AIM OF THE EXERCISE
Each line that includes "tools" must be copied from the records.

[Opening TASK MATERIAL section]

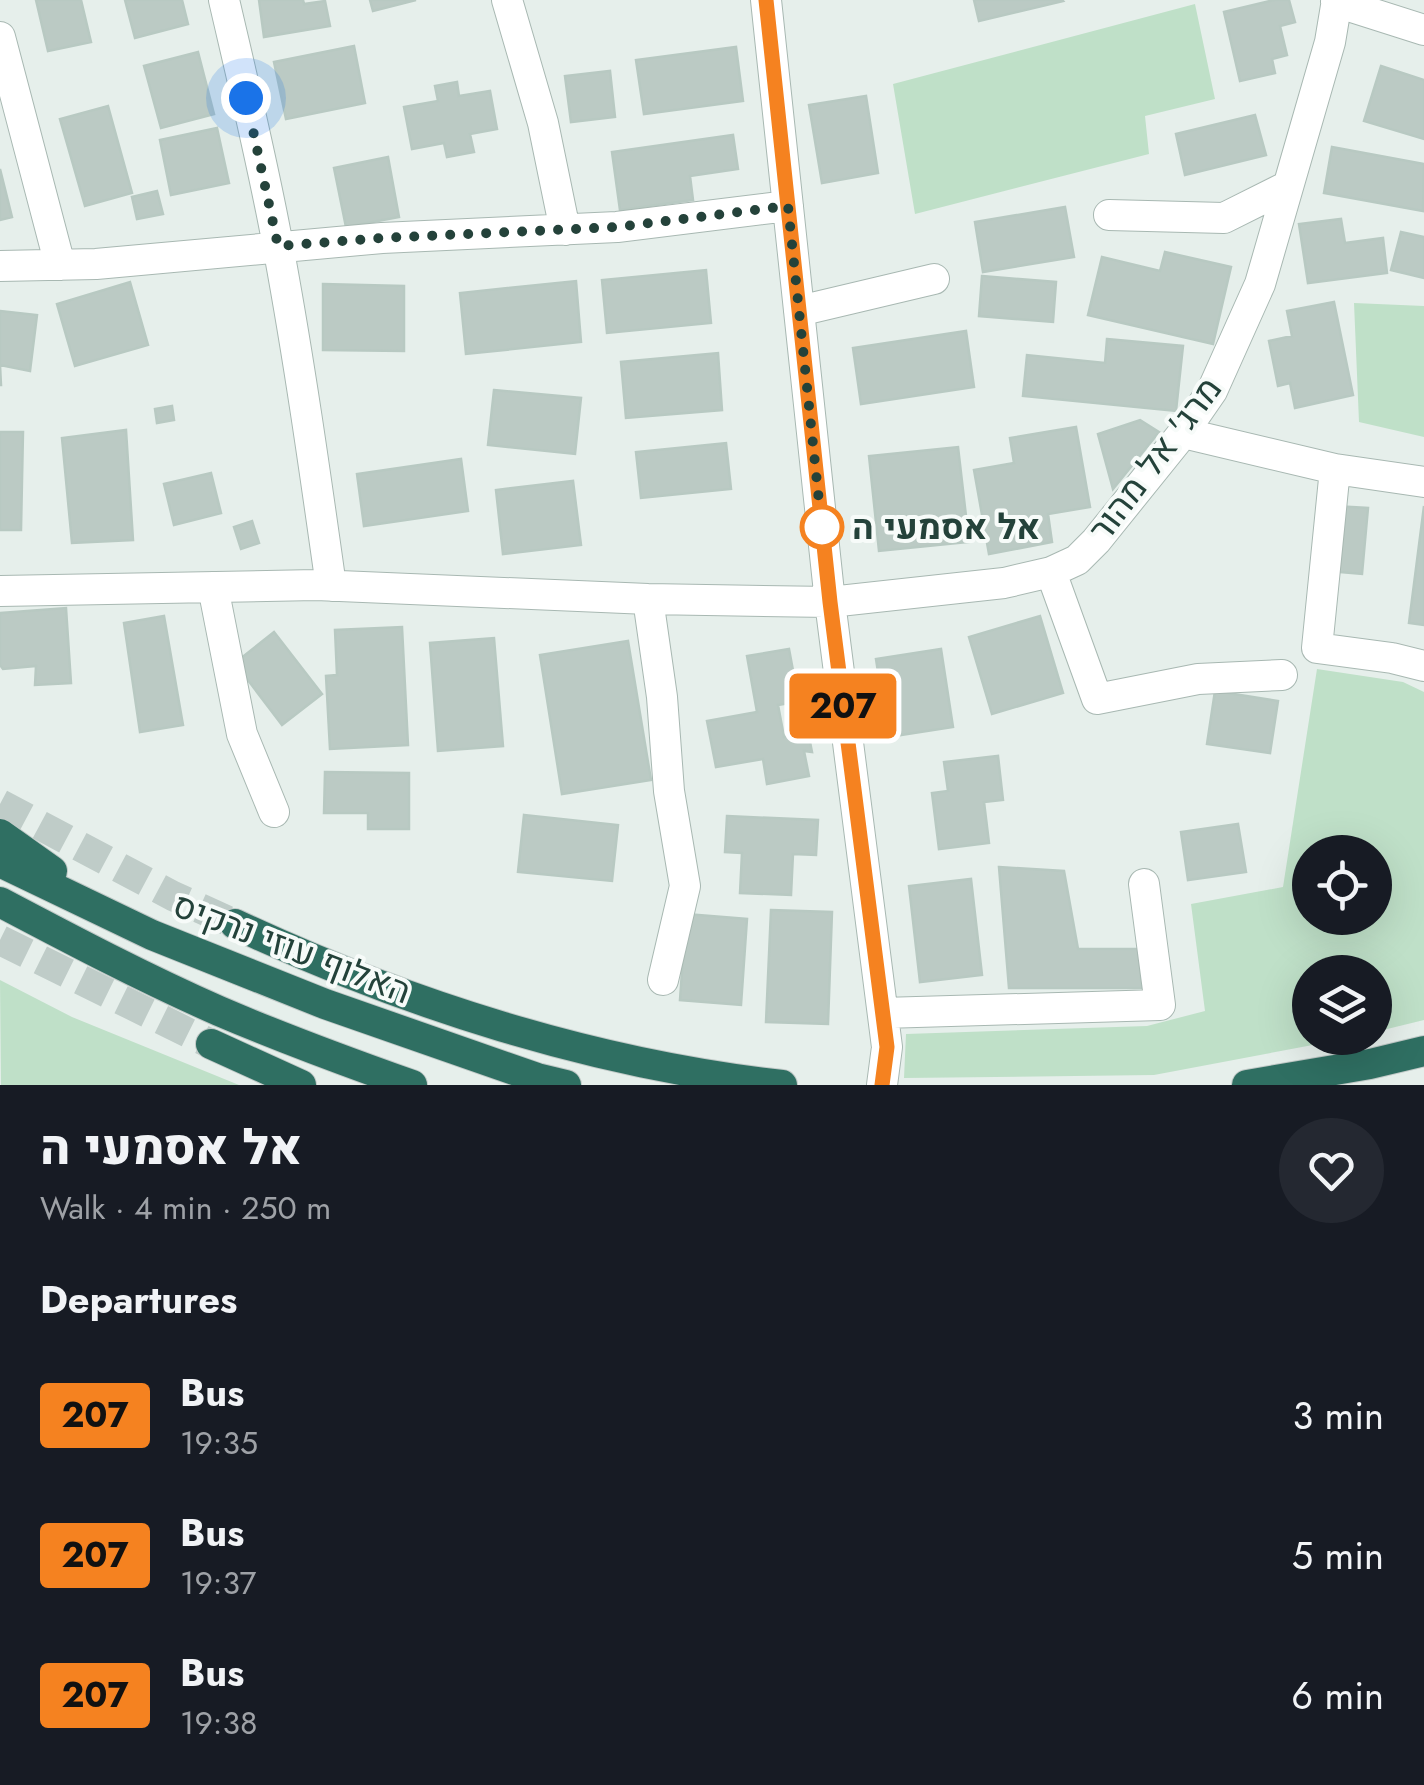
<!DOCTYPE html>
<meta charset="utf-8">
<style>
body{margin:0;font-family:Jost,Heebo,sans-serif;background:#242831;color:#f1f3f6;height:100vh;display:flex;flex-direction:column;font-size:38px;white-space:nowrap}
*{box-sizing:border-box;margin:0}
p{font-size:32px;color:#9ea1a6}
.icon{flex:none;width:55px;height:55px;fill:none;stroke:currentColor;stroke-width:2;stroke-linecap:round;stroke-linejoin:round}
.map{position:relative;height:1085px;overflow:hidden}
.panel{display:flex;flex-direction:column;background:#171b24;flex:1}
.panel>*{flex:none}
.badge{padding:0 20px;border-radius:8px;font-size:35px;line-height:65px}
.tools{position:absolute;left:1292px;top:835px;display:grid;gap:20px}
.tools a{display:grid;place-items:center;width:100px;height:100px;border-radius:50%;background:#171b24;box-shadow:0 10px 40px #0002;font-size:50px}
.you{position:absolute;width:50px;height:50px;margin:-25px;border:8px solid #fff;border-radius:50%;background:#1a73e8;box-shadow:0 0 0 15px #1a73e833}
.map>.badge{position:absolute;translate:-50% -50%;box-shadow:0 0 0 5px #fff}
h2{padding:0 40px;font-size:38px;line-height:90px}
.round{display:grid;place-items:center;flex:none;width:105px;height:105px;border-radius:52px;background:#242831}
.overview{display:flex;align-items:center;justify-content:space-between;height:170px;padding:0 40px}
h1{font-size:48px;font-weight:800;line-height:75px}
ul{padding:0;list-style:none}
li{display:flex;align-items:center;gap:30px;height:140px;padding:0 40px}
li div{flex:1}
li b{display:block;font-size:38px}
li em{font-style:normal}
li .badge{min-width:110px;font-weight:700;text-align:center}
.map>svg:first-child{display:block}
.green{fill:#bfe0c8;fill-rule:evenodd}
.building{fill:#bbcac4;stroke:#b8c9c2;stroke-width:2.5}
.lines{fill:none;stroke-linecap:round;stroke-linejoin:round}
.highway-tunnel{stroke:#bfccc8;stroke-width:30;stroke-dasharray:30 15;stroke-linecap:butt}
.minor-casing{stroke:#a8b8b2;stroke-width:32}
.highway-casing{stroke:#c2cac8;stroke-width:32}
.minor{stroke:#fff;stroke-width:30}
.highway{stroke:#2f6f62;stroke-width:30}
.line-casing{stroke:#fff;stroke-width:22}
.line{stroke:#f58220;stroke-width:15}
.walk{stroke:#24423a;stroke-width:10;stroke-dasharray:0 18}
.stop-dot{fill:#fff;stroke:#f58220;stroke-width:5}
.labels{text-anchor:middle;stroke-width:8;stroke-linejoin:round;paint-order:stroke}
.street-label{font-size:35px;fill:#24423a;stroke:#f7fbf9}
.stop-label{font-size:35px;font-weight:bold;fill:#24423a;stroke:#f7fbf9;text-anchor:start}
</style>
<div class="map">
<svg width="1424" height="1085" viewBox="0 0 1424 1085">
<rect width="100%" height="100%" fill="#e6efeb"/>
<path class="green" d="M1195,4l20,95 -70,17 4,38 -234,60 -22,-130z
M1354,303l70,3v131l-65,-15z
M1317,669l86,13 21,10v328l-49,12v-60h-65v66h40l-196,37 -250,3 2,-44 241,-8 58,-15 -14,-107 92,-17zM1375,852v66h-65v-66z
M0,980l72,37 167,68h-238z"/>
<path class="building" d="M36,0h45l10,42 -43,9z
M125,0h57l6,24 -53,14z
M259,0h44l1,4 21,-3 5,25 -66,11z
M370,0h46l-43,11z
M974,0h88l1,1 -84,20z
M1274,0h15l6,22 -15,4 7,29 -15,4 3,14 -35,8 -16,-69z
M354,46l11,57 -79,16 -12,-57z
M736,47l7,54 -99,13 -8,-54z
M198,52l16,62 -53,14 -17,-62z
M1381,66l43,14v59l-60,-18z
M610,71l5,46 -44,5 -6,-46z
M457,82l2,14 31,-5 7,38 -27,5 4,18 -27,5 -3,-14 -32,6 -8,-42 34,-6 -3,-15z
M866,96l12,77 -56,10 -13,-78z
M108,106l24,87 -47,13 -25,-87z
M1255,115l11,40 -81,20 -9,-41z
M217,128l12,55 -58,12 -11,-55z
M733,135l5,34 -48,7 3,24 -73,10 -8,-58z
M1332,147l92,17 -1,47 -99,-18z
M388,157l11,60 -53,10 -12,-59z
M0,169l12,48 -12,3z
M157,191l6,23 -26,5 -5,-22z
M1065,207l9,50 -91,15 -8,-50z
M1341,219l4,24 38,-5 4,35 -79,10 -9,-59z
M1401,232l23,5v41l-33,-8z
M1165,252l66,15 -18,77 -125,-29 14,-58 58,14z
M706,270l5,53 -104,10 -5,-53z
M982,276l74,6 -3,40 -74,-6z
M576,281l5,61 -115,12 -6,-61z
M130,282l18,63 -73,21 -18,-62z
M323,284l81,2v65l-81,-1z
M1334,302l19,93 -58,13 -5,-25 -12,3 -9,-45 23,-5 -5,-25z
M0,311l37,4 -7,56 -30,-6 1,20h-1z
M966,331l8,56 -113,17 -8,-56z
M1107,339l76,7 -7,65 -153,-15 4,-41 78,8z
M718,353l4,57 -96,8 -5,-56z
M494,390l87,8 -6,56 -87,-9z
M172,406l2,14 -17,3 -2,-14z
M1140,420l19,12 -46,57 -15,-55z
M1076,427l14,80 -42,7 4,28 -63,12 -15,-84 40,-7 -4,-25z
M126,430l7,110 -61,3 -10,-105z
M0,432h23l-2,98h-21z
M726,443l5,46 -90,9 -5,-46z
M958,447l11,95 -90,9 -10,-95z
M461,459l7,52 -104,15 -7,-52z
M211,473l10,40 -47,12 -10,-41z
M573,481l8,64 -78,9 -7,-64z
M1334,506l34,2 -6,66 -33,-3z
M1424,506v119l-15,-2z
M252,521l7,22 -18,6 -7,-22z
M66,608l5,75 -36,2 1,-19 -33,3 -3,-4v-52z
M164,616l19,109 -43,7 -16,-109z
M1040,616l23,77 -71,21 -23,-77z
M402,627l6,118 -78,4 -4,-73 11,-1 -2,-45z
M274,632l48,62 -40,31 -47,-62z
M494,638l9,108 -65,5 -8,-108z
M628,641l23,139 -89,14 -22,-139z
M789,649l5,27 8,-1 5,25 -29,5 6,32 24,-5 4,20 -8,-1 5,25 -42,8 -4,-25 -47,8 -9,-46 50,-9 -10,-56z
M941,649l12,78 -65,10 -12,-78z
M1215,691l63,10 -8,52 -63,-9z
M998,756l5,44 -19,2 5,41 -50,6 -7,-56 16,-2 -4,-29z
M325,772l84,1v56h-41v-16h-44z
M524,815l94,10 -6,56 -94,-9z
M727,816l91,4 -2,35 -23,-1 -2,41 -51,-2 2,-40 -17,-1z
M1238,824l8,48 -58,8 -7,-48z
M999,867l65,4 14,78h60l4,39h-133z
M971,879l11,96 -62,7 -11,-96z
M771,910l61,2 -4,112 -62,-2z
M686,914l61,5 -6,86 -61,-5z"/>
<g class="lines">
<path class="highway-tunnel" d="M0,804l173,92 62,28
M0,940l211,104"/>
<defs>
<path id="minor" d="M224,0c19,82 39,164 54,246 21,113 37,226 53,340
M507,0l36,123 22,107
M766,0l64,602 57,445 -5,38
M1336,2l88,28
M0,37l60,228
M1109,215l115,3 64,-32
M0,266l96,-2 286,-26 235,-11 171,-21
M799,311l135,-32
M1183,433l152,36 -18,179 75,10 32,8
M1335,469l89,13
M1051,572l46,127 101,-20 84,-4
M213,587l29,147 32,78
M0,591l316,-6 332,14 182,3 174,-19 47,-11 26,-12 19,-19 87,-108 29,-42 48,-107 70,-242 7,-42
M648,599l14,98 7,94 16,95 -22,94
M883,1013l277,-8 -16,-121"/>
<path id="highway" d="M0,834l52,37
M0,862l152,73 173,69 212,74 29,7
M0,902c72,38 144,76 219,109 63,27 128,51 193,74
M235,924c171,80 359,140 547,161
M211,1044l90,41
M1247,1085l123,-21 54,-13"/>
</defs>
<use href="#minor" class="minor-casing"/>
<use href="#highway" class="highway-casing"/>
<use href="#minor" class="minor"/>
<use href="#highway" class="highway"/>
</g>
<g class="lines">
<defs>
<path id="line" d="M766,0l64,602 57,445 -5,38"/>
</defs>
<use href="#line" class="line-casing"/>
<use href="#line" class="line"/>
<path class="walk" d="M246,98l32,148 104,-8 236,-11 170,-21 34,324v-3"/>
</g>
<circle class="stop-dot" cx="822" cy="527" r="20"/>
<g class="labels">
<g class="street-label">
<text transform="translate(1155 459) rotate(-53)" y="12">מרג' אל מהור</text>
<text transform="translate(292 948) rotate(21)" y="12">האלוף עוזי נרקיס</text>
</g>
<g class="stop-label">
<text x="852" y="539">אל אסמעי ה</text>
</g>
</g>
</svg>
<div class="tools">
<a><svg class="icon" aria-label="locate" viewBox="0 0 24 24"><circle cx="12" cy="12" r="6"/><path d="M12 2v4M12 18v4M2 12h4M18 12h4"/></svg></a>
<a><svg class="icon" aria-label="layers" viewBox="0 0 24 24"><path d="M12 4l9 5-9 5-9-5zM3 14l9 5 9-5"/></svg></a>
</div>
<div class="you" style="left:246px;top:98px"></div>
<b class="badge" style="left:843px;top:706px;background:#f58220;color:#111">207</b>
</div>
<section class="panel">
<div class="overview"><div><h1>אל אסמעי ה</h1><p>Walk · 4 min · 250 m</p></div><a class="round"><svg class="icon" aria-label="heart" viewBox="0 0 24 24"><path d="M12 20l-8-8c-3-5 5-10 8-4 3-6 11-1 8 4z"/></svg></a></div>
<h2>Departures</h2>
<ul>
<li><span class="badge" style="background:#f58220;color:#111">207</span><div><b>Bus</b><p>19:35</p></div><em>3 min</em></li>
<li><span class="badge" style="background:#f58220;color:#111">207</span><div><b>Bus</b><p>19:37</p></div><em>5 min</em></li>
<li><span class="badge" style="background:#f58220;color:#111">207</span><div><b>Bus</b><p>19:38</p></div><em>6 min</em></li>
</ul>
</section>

[Closing TASK MATERIAL section]

YOUR RESPONSE
.tools{position:absolute;left:1292px;top:835px;display:grid;gap:20px}
.tools a{display:grid;place-items:center;width:100px;height:100px;border-radius:50%;background:#171b24;box-shadow:0 10px 40px #0002;font-size:50px}
<div class="tools">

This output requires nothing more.